Chapitre 30, p. 417 à 419.

Exilda trouva la lettre de Marie-Anne dans sa cour. Il n'y avait rien sur l'enveloppe. Elle ouvrit, lut. Et sut. Parla à Arcadius de cette histoire de maladie de peau, et lui en parla à Adjutor Gagnon...

Et Marguerite avait raconté à sa mère le traitement que sa tante faisait subir à sa cousine. Séverine se promit qu'aux fêtes, elle en parlerait avec Albertine, sa demi-soeur, épouse de Jos Badeau de même qu'à Victoria pour qu'elle alerte Anthime.

Dans les conversations fréquentes entre Télesphore et Anthime, il n'était question que d'affaires masculines et puisque Anthime et Victoria n'aimaient guère Marie-Anne, on se fréquentait fort peu.

Exilda intercepta Marie-Jeanne pour lui tirer les vers du nez. La fillette avait reçu l'ordre formel assorti des pires menaces de ne rien dire d'autre que de parler de la maladie de peau d'Aurore.

Adjutor craignant de se faire rabrouer par le curé comme Exilda l'avait été, s'ouvrit à Oréus Mailhot.

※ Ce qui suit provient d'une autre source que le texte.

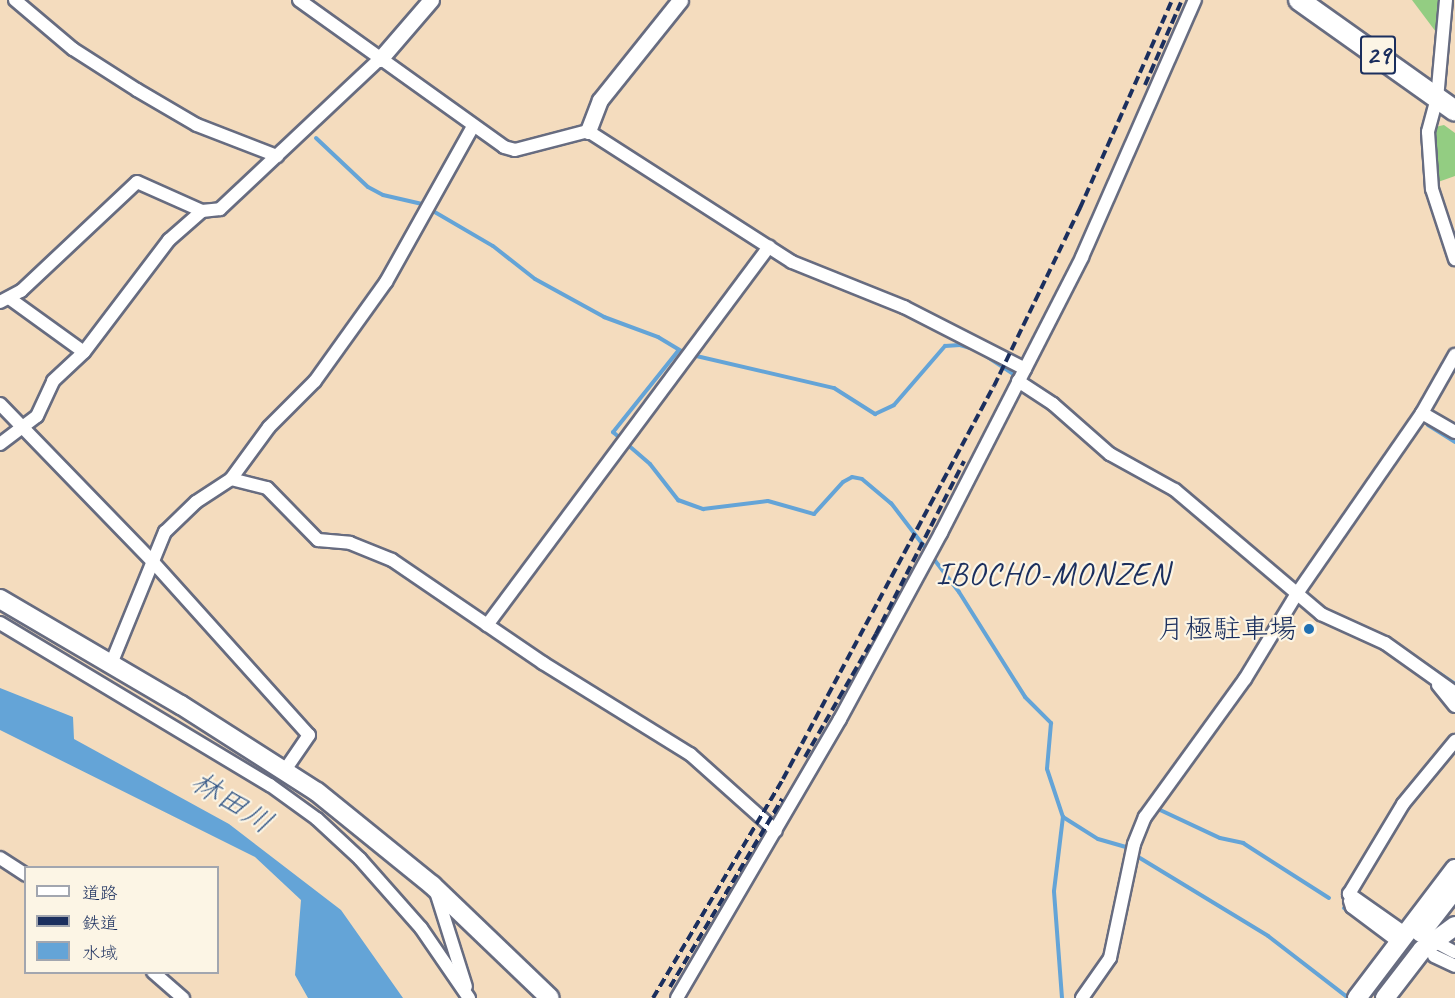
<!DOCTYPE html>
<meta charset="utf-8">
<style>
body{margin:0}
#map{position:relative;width:1455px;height:998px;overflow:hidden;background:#f4dcbe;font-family:Caveat,"Klee One",sans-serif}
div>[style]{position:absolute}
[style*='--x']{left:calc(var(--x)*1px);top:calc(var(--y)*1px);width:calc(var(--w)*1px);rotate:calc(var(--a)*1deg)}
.green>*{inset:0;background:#93cd82}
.water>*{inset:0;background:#64a4d7}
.stream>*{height:4px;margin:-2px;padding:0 2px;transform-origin:2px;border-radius:2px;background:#64a4d7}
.roads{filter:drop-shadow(2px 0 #676c80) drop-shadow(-2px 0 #676c80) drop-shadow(0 2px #676c80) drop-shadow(0 -2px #676c80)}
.minor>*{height:12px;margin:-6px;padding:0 6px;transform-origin:6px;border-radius:6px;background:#fff}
.tertiary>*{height:15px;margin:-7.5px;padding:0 7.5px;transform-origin:7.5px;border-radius:7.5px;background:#fff}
.secondary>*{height:18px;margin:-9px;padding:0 9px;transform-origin:9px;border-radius:9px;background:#fff}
.primary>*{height:20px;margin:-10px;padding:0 10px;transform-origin:10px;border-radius:10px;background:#fff}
.rail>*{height:4px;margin-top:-2px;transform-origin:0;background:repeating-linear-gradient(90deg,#1b2f5e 0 9px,transparent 0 13.5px)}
.dots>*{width:16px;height:16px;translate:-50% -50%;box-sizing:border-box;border:3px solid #fcf5e5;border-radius:50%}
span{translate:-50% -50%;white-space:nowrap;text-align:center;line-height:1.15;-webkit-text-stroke:4.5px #fcf5e5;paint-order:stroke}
.shield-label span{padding:2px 4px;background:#fcf5e5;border:2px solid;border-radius:4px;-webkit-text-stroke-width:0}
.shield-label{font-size:27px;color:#1b2f5e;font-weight:700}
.poi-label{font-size:28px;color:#1b2f5e}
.right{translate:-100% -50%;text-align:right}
.water-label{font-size:30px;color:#355888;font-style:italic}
.quarter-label{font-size:32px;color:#1b2f5e;letter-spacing:1.5px}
.legend{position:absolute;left:24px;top:866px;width:195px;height:108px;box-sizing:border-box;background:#fcf5e5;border:2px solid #a2a6af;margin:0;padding:8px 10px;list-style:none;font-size:18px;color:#1b2f5e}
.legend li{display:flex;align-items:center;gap:12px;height:30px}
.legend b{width:30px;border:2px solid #a2a6af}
</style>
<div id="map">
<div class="green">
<i style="clip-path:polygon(1412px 0,1442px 0,1439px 36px)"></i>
<i style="clip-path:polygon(1444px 125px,1455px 133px,1455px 176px,1438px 182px,1435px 127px)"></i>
</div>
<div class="water">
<i style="clip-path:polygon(0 688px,73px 717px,74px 739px,229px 824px,341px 910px,403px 998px,308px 998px,295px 975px,301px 900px,255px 857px,0 730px)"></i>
</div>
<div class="stream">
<i style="--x:316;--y:138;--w:71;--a:43.3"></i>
<i style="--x:368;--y:187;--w:17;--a:28"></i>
<i style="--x:383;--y:195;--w:39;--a:13"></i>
<i style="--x:421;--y:204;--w:83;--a:30.3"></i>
<i style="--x:493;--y:246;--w:53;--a:38.2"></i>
<i style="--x:535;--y:279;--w:79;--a:28.8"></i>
<i style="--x:604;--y:317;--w:58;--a:20.3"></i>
<i style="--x:658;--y:337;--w:31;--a:31"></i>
<i style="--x:678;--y:351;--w:104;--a:128.7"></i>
<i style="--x:613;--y:432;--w:49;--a:40.9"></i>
<i style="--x:650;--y:464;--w:46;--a:52.1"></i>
<i style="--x:678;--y:500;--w:27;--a:20"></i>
<i style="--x:703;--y:509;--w:65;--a:-7"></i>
<i style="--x:768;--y:501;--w:48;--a:15.8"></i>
<i style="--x:814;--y:514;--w:43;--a:-47.8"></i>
<i style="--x:843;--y:482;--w:10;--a:-29"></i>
<i style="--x:852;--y:477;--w:10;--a:11"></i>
<i style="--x:862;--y:479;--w:38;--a:40"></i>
<i style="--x:891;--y:503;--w:112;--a:52.6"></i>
<i style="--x:959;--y:592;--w:124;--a:57.8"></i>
<i style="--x:1025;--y:697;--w:37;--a:45"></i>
<i style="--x:1051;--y:723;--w:46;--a:95"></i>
<i style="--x:1047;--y:769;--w:51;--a:71.6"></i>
<i style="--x:1063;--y:817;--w:41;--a:32.2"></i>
<i style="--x:1098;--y:839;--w:29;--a:16"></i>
<i style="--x:692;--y:355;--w:146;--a:13.1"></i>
<i style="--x:834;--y:388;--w:49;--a:32.4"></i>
<i style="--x:875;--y:414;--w:21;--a:-25"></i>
<i style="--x:894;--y:405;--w:78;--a:-49.2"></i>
<i style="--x:945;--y:346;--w:15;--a:-4"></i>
<i style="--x:960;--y:345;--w:18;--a:16"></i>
<i style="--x:977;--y:350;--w:49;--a:33.4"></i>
<i style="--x:1414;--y:417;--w:28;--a:-63"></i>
<i style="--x:1428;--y:425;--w:32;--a:32"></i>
<i style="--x:1189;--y:495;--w:37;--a:38"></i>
<i style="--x:1403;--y:649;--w:63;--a:33.9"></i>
<i style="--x:1158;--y:809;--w:68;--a:25.1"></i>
<i style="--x:1220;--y:838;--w:24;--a:12"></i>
<i style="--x:1243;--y:843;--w:102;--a:32.6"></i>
<i style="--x:1135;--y:855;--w:156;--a:31.3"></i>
<i style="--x:1268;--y:936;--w:98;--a:37.6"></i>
<i style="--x:1344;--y:908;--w:8;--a:40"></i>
<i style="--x:1062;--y:998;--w:107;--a:-94.3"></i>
<i style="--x:1054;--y:891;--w:75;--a:-83.1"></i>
</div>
<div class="roads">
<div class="minor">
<i style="--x:15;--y:0;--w:76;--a:40.2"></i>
<i style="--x:73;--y:49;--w:76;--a:32.6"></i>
<i style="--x:137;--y:90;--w:69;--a:30.3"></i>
<i style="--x:197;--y:125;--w:86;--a:21.2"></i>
<i style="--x:299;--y:0;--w:252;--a:35.6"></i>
<i style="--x:504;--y:147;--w:11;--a:15"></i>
<i style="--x:515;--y:150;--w:75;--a:-14.6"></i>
<i style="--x:588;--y:131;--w:242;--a:32.7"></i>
<i style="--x:792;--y:262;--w:121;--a:21.9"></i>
<i style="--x:904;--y:307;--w:136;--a:27.1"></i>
<i style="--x:1446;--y:0;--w:98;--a:95.2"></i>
<i style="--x:1437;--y:98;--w:35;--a:105"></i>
<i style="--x:1428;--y:132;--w:57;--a:86"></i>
<i style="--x:1432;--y:189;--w:74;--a:71.8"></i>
<i style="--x:9;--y:298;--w:92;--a:35.8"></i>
<i style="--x:0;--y:302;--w:24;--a:-28"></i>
<i style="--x:21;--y:291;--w:159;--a:-43.2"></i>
<i style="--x:137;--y:182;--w:71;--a:24"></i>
<i style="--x:1018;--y:381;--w:42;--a:33.3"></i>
<i style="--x:1053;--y:404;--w:76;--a:41.3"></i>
<i style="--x:1110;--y:454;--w:74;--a:29"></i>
<i style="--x:1175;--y:490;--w:192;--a:40.3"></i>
<i style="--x:1321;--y:614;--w:70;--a:24.4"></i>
<i style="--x:1385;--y:643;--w:86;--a:35.5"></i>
<i style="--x:0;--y:404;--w:220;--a:45.9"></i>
<i style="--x:153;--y:562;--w:233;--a:48"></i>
<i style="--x:309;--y:735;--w:42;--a:124.4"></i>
<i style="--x:1422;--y:413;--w:38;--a:30"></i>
<i style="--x:0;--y:444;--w:46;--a:-37.1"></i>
<i style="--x:37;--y:416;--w:38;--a:-65"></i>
<i style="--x:53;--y:381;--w:42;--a:-43.1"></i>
<i style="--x:84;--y:352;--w:141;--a:-52.8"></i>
<i style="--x:169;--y:240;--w:44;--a:-41.3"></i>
<i style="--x:202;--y:211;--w:18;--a:-6"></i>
<i style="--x:220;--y:209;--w:219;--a:-43.2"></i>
<i style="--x:231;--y:479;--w:37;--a:14"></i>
<i style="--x:267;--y:488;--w:73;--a:45.6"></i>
<i style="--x:318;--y:540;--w:32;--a:5"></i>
<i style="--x:350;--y:543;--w:45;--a:22"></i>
<i style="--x:392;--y:560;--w:183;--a:34.3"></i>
<i style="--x:543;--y:663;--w:173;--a:31.8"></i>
<i style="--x:690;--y:754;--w:115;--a:41.8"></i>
<i style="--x:0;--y:623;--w:315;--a:31"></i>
<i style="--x:270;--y:785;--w:58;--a:35.9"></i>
<i style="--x:317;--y:819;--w:59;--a:42.9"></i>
<i style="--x:360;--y:859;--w:92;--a:48.5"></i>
<i style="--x:421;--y:928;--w:85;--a:55.6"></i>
<i style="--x:487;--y:625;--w:472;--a:-53.3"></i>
<i style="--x:111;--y:664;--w:143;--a:-67.8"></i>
<i style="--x:165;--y:532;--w:43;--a:-44.1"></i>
<i style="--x:196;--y:502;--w:42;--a:-33.3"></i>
<i style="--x:231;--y:479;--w:64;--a:-53.8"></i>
<i style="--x:269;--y:427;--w:65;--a:-45"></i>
<i style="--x:315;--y:381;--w:122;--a:-54.4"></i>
<i style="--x:386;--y:282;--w:176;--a:-60.8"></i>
<i style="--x:1438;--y:685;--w:27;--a:51"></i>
<i style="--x:0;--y:858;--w:31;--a:33"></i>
<i style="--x:437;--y:895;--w:96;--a:72.5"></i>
<i style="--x:1350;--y:901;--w:6;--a:72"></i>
<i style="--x:1352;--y:907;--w:50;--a:36.9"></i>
<i style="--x:1406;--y:934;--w:70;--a:-144.9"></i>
<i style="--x:1349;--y:894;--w:105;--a:-59"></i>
<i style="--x:1403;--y:804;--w:82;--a:-50.5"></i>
<i style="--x:1432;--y:940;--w:26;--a:28"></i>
<i style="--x:1434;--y:956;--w:23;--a:25"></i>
<i style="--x:153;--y:972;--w:40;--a:41"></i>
<i style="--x:677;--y:998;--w:323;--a:-59.7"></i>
<i style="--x:840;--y:719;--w:212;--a:-61.5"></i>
<i style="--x:941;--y:533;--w:310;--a:-62.9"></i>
<i style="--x:1082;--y:257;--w:281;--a:-66.3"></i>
<i style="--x:1082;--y:998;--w:49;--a:-55"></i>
<i style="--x:1110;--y:958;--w:116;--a:-78.1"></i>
<i style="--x:1134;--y:844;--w:29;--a:-68"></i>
<i style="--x:1145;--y:817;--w:170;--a:-54.1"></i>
<i style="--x:1245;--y:679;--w:98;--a:-58.7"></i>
<i style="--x:1296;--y:595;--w:221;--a:-55.3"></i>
<i style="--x:1422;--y:413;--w:67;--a:-60.4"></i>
</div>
<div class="tertiary">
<i style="--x:380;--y:59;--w:78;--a:-49.2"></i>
<i style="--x:588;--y:131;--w:33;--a:-69"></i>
<i style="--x:600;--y:100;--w:128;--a:-51.3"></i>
</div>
<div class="secondary">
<i style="--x:0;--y:599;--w:210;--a:30.4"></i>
<i style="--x:181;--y:705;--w:161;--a:32.6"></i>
<i style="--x:317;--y:792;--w:148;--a:39"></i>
<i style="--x:432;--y:885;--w:163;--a:43.8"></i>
<i style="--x:1421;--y:933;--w:56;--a:-52.3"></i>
<i style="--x:1357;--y:998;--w:162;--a:-52.8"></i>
<i style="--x:1385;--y:998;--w:61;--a:-52.4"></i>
<i style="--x:1422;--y:950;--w:41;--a:-36"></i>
</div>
<div class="primary">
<i style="--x:1299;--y:0;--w:191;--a:35.4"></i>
</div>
</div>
<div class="rail">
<i style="--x:1145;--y:85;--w:93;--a:-66.5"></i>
<i style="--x:805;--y:757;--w:142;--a:-60"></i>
<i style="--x:876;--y:634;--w:194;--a:-63"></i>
<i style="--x:670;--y:987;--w:219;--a:-59.2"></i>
<i style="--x:653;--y:998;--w:255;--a:-59.3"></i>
<i style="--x:783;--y:779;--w:446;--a:-61.8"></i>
<i style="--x:994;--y:386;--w:198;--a:-64.2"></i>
<i style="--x:1080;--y:208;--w:227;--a:-66.1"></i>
</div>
<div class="dots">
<i style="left:1309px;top:629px;background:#1f6fb2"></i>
</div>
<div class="shield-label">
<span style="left:1378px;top:55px">29</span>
</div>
<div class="poi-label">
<span class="right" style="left:1297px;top:629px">月極駐車場</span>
</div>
<div class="water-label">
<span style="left:232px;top:802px;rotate:32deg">林田川</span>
</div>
<div class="quarter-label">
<span style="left:1053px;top:574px">IBOCHO-MONZEN</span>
</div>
<ul class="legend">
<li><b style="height:8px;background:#fff"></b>道路</li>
<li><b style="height:8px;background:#1b2f5e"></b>鉄道</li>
<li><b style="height:16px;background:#64a4d7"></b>水域</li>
</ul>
</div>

Oréus crut qu'Anthime aurait plus de poids que lui auprès du curé. C'était beaucoup demander à un frère d'aller se plaindre des manières de son frère, surtout qu'Anthime ne 'filait' pas bien. Il se rendit quand même à quelques reprises au presbytère mais le prêtre n'était jamais là: toujours ailleurs, en voyage ou en visite des malades ou bien il s'occupait de choses matérielles concernant la terre de la fabrique et certaines rénovations dans la sacristie.

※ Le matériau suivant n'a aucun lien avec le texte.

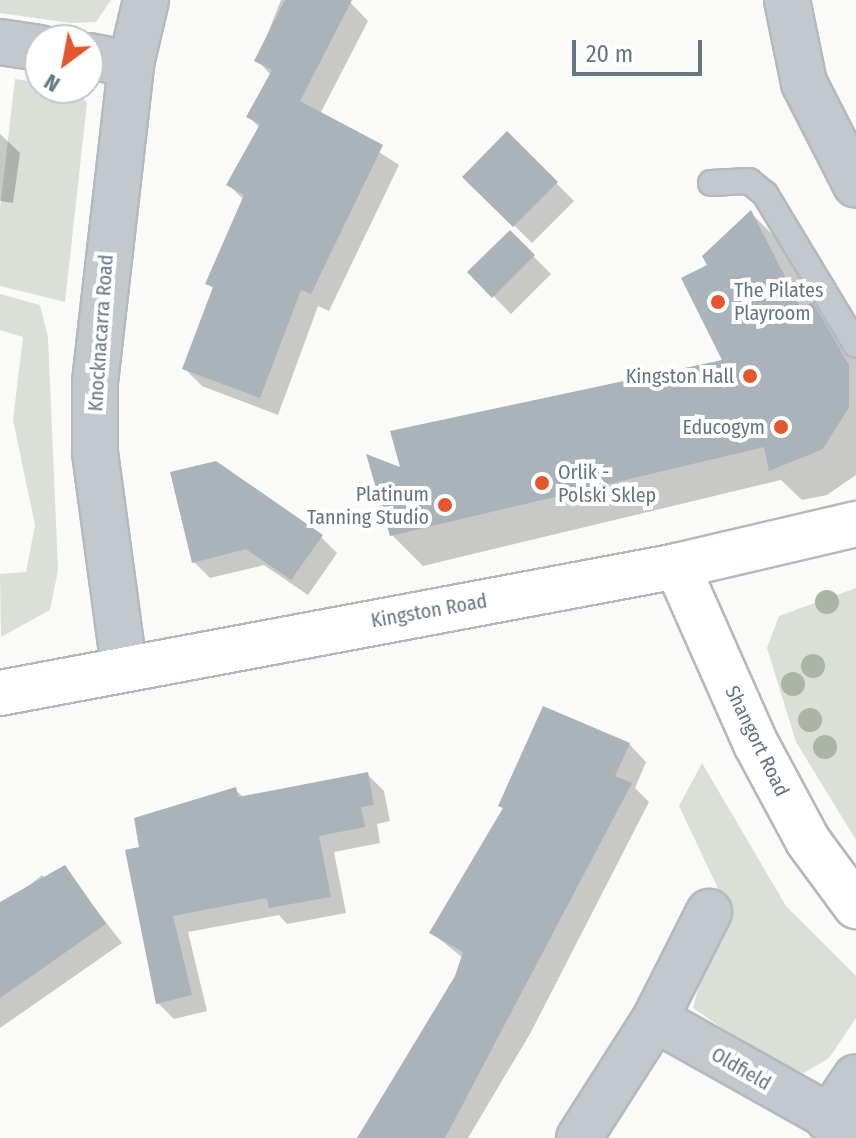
<!DOCTYPE html>
<style>
body{margin:0}
#map{position:relative;width:856px;height:1138px;overflow:hidden;background:#fafaf8;font-family:"Fira Sans Condensed",sans-serif}
div>[style]{position:absolute}
.green>*{inset:0;background:#dadfd7}
.shadow>*{inset:0;background:#0003}
.building>*{inset:0;background:#aab3b9}
.roads{filter:drop-shadow(2px 0 #b3babf) drop-shadow(-2px 0 #b3babf) drop-shadow(0 2px #b3babf) drop-shadow(0 -2px #b3babf)}
.lane>*{height:24px;margin:-12px;padding:0 12px;transform-origin:12px;border-radius:12px;background:#c3c8cc}
.street>*{height:44px;margin:-22px;padding:0 22px;transform-origin:22px;border-radius:22px;background:#c3c8cc}
.secondary>*{height:44px;margin:-22px;padding:0 22px;transform-origin:22px;border-radius:22px;background:#fff}
.trees>*{width:24px;height:24px;margin:-12px;border-radius:50%;background:#aab4a7}
.dots>*{width:22px;height:22px;translate:-50% -50%;box-sizing:border-box;border:4px solid #fff;border-radius:50%}
span{translate:-50% -50%;white-space:nowrap;text-align:center;line-height:1.15;-webkit-text-stroke:8px #fff;paint-order:stroke}
.poi-label{font-size:20px;color:#657683}
.left{translate:0 -50%;text-align:left}
.right{translate:-100% -50%;text-align:right}
.street-label{font-size:20px;color:#657683}
.north{position:absolute;left:24px;top:24px;width:80px;height:80px;box-sizing:border-box;background:#fff;border:2px solid #c1c8cd;border-radius:50%;rotate:212deg;font-size:22px;font-weight:700;line-height:32px;text-align:center;color:#657683}
.north::after{content:'';display:block;margin:auto;width:28px;height:36px;background:#e4572e;clip-path:polygon(50% 0,100% 100%,50% 72%,0 100%)}
.scale{position:absolute;left:572px;top:40px;width:130px;height:36px;box-sizing:border-box;border:4px solid #657683;border-top:0;padding-left:10px;font-size:24px;line-height:28px;white-space:nowrap;color:#657683;-webkit-text-stroke:6px #fff;paint-order:stroke}
</style>
<div id="map">
<div class="green">
<i style="clip-path:polygon(0 0,111px 0,96px 22px,71px 23px,0 13px)"></i>
<i style="clip-path:polygon(15px 79px,76px 88px,87px 103px,65px 302px,0 286px,0 209px)"></i>
<i style="clip-path:polygon(0 294px,40px 305px,48px 338px,58px 570px,50px 610px,1px 637px,0 574px,26px 572px,35px 525px,13px 420px,23px 337px,0 330px)"></i>
<i style="clip-path:polygon(856px 588px,856px 840px,796px 742px,767px 648px,779px 616px)"></i>
<i style="clip-path:polygon(702px 763px,786px 906px,856px 976px,856px 1018px,829px 1058px,804px 1073px,772px 1063px,693px 1008px,722px 897px,679px 806px)"></i>
</div>
<div class="shadow">
<i style="clip-path:polygon(281px 0,348px 0,368px 21px,320px 114px,399px 165px,329px 311px,318px 306px,278px 415px,202px 386px,184px 368px,214px 289px,208px 283px,244px 200px,229px 185px,260px 128px,249px 117px,271px 75px,257px 60px)"></i>
<i style="clip-path:polygon(0 134px,20px 153px,13px 203px,0 201px)"></i>
<i style="clip-path:polygon(507px 134px,574px 201px,532px 243px,465px 177px)"></i>
<i style="clip-path:polygon(751px 213px,781px 243px,813px 305px,856px 358px,856px 475px,827px 495px,802px 500px,781px 480px,423px 566px,392px 535px,403px 470px,725px 362px,710px 266px)"></i>
<i style="clip-path:polygon(510px 233px,551px 274px,511px 314px,470px 272px)"></i>
<i style="clip-path:polygon(172px 473px,321px 537px,337px 553px,308px 595px,264px 565px,210px 578px,194px 562px)"></i>
<i style="clip-path:polygon(629px 744px,646px 762px,635px 788px,649px 802px,531px 1032px,468px 1138px,359px 1138px,457px 976px,463px 958px,432px 933px,504px 810px,500px 805px)"></i>
<i style="clip-path:polygon(367px 774px,384px 791px,390px 821px,377px 824px,380px 843px,334px 852px,346px 913px,287px 924px,279px 915px,188px 932px,207px 1011px,174px 1019px,158px 1003px,142px 849px,235px 789px,244px 798px)"></i>
<i style="clip-path:polygon(64px 868px,122px 943px,0 1028px,0 909px,42px 875px,47px 880px)"></i>
</div>
<div class="building">
<i style="clip-path:polygon(285px 0,352px 0,300px 101px,383px 145px,311px 294px,301px 290px,260px 398px,182px 369px,213px 287px,205px 284px,244px 195px,226px 185px,260px 124px,246px 117px,272px 70px,254px 61px)"></i>
<i style="clip-path:polygon(507px 131px,558px 182px,513px 227px,462px 177px)"></i>
<i style="clip-path:polygon(751px 210px,801px 308px,813px 302px,849px 365px,849px 407px,823px 449px,769px 471px,764px 447px,390px 536px,366px 454px,400px 467px,390px 431px,722px 360px,681px 278px,707px 265px,702px 256px)"></i>
<i style="clip-path:polygon(510px 230px,535px 255px,492px 298px,467px 272px)"></i>
<i style="clip-path:polygon(216px 461px,323px 535px,291px 580px,246px 549px,192px 563px,170px 472px)"></i>
<i style="clip-path:polygon(543px 706px,630px 743px,615px 776px,632px 783px,445px 1138px,357px 1138px,455px 976px,463px 952px,429px 933px,503px 808px,498px 806px)"></i>
<i style="clip-path:polygon(368px 772px,374px 805px,361px 807px,365px 827px,319px 836px,331px 897px,269px 908px,267px 898px,173px 916px,192px 995px,156px 1004px,125px 850px,139px 847px,134px 818px,236px 787px,238px 797px)"></i>
<i style="clip-path:polygon(65px 865px,106px 924px,0 998px,0 902px)"></i>
</div>
<div class="roads">
<div class="lane">
<i style="left:711px;top:183px;width:38px;rotate:-3deg"></i>
<i style="left:749px;top:181px;width:21px;rotate:39deg"></i>
<i style="left:765px;top:194px;width:176px;rotate:58.9deg"></i>
</div>
<div class="street">
<i style="left:787px;top:0;width:85px;rotate:78.4deg"></i>
<i style="left:804px;top:83px;width:114px;rotate:63deg"></i>
<i style="left:0;top:42px;width:40px;rotate:8.5deg"></i>
<i style="left:88px;top:56px;width:44px;rotate:10.5deg"></i>
<i style="left:124px;top:667px;width:217px;rotate:-97.7deg"></i>
<i style="left:95px;top:452px;width:70px;rotate:-90deg"></i>
<i style="left:95px;top:382px;width:320px;rotate:-83.5deg"></i>
<i style="left:131px;top:64px;width:66px;rotate:-76.8deg"></i>
<i style="left:655px;top:1019px;width:231px;rotate:29.3deg"></i>
<i style="left:828px;top:1119px;width:50px;rotate:-56.3deg"></i>
<i style="left:579px;top:1138px;width:141px;rotate:-57.4deg"></i>
<i style="left:655px;top:1019px;width:120px;rotate:-63.2deg"></i>
</div>
<div class="secondary">
<i style="left:677px;top:566px;width:195px;rotate:66.1deg"></i>
<i style="left:756px;top:744px;width:110px;rotate:61.8deg"></i>
<i style="left:808px;top:841px;width:81px;rotate:53.6deg"></i>
<i style="left:0;top:693px;width:689px;rotate:-10.62deg"></i>
<i style="left:677px;top:566px;width:184px;rotate:-13.2deg"></i>
</div>
</div>
<div class="trees">
<i style="left:827px;top:602px"></i>
<i style="left:813px;top:666px"></i>
<i style="left:793px;top:684px"></i>
<i style="left:810px;top:720px"></i>
<i style="left:825px;top:747px"></i>
</div>
<div class="dots">
<i style="left:718px;top:302px;background:#e4572e"></i>
<i style="left:750px;top:376px;background:#e4572e"></i>
<i style="left:781px;top:427px;background:#e4572e"></i>
<i style="left:542px;top:483px;background:#e4572e"></i>
<i style="left:445px;top:505px;background:#e4572e"></i>
</div>
<div class="poi-label">
<span class="left" style="left:734px;top:302px">The Pilates<br>Playroom</span>
<span class="right" style="left:734px;top:376px">Kingston Hall</span>
<span class="right" style="left:765px;top:427px">Educogym</span>
<span class="left" style="left:558px;top:484px">Orlik -<br>Polski Sklep</span>
<span class="right" style="left:429px;top:506px">Platinum<br>Tanning Studio</span>
</div>
<div class="street-label">
<span style="left:101px;top:333px;rotate:-86deg">Knocknacarra Road</span>
<span style="left:429px;top:611px;rotate:-10deg">Kingston Road</span>
<span style="left:757px;top:741px;rotate:64deg">Shangort Road</span>
<span style="left:741px;top:1069px;rotate:30deg">Oldfield</span>
</div>
<div class="north">N</div>
<div class="scale">20 m</div>
</div>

Les communications allaient à la vitesse de l'escargot. Personne ne disposait du téléphone dans les rangs et seulement quelques-uns dans le village. On se parlait donc d'une semaine à l'autre, de sept jours en sept jours, et le temps passait. Et le temps d'Aurore passait.

La fillette fut transformée en petite bête terrorisée, abrutie, silencieuse, immensément souffrante, morte-vivante.

[…]

La femme armée de sa patiente cruauté poursuivit donc systématiquement son travail de destruction de la même manière que si sa tâche eût été de soigner la fillette afin de la ramener à la santé.

Elle entretenait les plaies pour qu'elles restent vives, frappait la peau pour les faire éclater, utilisait la brosse à plancher et du savon pour les irriter. Des blessures se cicatrisaient, d'autres s'ajoutaient. Elle se servait souvent de la canne fabriquée par Marguerite et de plus en plus donnait des coups au visage et à la tête.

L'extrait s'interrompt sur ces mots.